QUATRO TEMAS – ESCLARECIMENTO

Num Fórum Académico, onde participei, foram colocados quatro temas em que alguns dos Oradores manifestaram algumas dúvidas ou colocaram os temas de forma imprecisa, senão mesmo incorrecta.

Como não pretendo que estes temas fiquem apenas no âmbito da Discussão da Academia, dada a sua importância, Partilho convosco os Esclarecimentos que dei, embora resumidamente, sobre as matérias em questão.

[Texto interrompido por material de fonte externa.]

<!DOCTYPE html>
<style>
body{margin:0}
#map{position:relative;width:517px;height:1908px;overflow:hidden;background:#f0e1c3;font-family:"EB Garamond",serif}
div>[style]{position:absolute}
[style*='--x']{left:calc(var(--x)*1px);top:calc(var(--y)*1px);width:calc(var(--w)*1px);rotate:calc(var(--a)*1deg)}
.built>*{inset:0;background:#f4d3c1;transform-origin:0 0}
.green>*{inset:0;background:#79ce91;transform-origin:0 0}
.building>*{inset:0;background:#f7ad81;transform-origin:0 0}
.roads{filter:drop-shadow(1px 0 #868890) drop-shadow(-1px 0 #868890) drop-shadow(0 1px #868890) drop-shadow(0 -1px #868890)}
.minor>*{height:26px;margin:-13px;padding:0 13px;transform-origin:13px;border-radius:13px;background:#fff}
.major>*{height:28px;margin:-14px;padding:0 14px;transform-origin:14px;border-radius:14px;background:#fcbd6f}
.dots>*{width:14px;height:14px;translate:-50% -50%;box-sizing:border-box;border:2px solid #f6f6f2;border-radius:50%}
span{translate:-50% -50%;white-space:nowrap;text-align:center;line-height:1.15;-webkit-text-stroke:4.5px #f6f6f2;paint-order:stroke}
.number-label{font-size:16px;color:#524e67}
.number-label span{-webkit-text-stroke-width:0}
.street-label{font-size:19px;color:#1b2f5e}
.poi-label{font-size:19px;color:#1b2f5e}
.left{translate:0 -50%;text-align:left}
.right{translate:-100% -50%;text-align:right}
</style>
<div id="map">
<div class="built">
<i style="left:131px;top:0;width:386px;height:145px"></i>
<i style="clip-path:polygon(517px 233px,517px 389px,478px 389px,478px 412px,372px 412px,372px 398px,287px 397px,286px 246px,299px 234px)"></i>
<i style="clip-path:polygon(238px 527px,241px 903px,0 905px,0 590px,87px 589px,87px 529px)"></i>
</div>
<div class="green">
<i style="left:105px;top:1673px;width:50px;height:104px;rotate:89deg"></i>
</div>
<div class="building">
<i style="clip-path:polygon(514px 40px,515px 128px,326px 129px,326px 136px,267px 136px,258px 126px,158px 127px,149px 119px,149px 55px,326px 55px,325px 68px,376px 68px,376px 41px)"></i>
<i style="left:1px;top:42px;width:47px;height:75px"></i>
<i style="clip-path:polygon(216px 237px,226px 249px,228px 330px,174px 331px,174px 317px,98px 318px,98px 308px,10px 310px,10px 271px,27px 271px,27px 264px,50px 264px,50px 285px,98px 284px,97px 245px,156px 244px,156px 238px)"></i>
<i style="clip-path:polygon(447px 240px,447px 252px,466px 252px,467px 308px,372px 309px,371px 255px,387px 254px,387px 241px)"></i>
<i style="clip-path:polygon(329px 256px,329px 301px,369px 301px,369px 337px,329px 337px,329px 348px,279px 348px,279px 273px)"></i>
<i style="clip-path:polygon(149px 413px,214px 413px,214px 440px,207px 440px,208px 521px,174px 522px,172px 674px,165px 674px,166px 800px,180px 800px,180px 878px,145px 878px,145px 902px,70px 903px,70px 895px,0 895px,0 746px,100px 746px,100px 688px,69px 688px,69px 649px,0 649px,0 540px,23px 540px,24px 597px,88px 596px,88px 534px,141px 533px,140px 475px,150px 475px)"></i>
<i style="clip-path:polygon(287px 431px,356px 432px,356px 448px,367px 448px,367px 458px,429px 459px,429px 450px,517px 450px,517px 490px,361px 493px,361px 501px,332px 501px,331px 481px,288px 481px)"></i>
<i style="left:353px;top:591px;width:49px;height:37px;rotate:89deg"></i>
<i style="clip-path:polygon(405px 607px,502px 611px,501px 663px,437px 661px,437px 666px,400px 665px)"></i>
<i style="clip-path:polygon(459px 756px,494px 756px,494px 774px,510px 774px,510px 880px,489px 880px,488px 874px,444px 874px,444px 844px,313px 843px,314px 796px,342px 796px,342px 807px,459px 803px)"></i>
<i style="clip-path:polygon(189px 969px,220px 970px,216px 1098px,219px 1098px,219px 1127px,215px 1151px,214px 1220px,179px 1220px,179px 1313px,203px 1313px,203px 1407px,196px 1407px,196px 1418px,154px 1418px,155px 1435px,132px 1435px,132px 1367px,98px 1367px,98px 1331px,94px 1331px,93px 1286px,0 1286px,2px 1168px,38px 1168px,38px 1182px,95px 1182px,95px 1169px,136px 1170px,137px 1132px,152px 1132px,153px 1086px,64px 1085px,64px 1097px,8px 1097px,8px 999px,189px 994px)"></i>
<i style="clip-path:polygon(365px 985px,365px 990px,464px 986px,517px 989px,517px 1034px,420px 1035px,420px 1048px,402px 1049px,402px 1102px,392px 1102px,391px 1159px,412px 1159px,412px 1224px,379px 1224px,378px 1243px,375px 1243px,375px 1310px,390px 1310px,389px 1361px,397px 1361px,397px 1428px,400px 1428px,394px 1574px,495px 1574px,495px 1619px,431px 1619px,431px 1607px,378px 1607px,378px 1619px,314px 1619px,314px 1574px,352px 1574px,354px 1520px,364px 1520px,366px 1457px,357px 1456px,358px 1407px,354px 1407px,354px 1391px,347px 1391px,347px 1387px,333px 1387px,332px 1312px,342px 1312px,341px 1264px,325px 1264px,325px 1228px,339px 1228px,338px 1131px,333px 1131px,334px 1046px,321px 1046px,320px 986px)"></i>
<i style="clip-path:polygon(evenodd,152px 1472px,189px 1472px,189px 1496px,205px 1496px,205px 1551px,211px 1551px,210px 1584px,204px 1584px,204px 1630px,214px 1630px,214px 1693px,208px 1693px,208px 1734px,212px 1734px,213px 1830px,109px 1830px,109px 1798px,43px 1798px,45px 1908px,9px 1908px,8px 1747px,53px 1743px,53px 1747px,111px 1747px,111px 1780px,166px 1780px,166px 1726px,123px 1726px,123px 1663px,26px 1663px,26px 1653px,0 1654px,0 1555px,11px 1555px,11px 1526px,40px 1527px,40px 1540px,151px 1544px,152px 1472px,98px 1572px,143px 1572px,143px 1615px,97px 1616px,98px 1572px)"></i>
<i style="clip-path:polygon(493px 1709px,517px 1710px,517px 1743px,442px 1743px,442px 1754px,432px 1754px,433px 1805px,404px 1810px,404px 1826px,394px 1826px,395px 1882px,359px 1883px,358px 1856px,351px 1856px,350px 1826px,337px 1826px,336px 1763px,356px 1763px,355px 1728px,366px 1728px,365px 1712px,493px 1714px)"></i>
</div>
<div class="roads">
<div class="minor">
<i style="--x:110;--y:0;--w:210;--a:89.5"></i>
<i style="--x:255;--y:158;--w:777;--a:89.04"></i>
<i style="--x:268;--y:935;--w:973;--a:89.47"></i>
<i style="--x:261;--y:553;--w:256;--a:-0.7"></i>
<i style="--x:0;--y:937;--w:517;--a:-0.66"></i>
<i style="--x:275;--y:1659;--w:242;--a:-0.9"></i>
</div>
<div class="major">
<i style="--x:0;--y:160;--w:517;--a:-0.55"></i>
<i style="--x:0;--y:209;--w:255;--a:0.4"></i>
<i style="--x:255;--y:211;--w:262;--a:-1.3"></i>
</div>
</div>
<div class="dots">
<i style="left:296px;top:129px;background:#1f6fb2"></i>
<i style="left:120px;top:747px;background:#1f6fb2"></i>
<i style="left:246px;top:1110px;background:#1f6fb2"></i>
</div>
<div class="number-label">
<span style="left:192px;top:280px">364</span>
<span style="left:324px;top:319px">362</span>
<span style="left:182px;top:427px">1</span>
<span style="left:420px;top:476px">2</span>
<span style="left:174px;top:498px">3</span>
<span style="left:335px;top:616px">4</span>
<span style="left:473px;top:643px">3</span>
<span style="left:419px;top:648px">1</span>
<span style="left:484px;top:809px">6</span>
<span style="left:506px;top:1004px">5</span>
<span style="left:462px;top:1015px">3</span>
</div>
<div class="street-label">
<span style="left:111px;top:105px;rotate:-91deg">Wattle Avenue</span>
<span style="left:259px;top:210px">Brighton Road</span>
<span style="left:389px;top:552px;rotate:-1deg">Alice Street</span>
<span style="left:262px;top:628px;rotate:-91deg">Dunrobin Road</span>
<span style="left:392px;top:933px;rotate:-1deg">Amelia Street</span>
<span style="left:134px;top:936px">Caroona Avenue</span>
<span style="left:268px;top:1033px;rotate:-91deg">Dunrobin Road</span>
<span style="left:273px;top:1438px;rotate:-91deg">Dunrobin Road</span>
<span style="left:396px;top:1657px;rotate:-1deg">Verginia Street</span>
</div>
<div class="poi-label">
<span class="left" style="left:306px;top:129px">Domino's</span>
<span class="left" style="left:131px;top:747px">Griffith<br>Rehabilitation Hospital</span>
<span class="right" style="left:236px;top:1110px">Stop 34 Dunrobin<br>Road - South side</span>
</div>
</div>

Assim, e em primeiro lugar, reproduzo as Afirmações que foram produzidas (as quais motivaram a minha intervenção correctiva), e em seguida as Correcções e Esclarecimentos que produzi, e que agora partilho convosco:

(1ª).- Afirmação produzida:
- “A Inglaterra “empurrou-nos” para a EFTA (Associação Europeia de Comércio Livre)”;

(2ª).- Afirmação produzida:
- “Portugal nos anos da década de 1960 estava de “costas voltadas” para a Europa e para a CEE e isolado”;

(3ª).- Afirmação produzida:
- “Winston Churchill advogou os Estados Unidos da Europa";

(4ª).- Afirmação produzida:
“ Winston Churchill “desenhou” as que viriam a ser as 4 (quatro) Liberdades inscritas no Tratado de Roma (liberdade de circulação de pessoas, bens e serviços e liberdade de estabelecimento)”;

As MINHAS CORRECÇÕES e ESCLARECIMENTOS sobre estas Afirmações:

(1ª).- Quanto à 1ª afirmação esclareci então e esclareço agora mais em detalhe, mas resumindo a matéria, o seguinte:
NÃO é verdade que foi a Inglaterra a convidar-nos para pertencermos à EFTA!

Mas, na verdade, a organização AECL/EFTA nasceu indiscutivelmente da iniciativa inglesa.
Vejamos como:
Em Dezembro de 1957 foi convocada pelos Ingleses, em grande segredo, uma reunião que se deveria realizar em Genebra entre o Reino Unido, Áustria, Dinamarca, Noruega, Suécia e Suíça para responder ao Bloco dos Seis (Roma - CEE - 1957) que se tinha formado.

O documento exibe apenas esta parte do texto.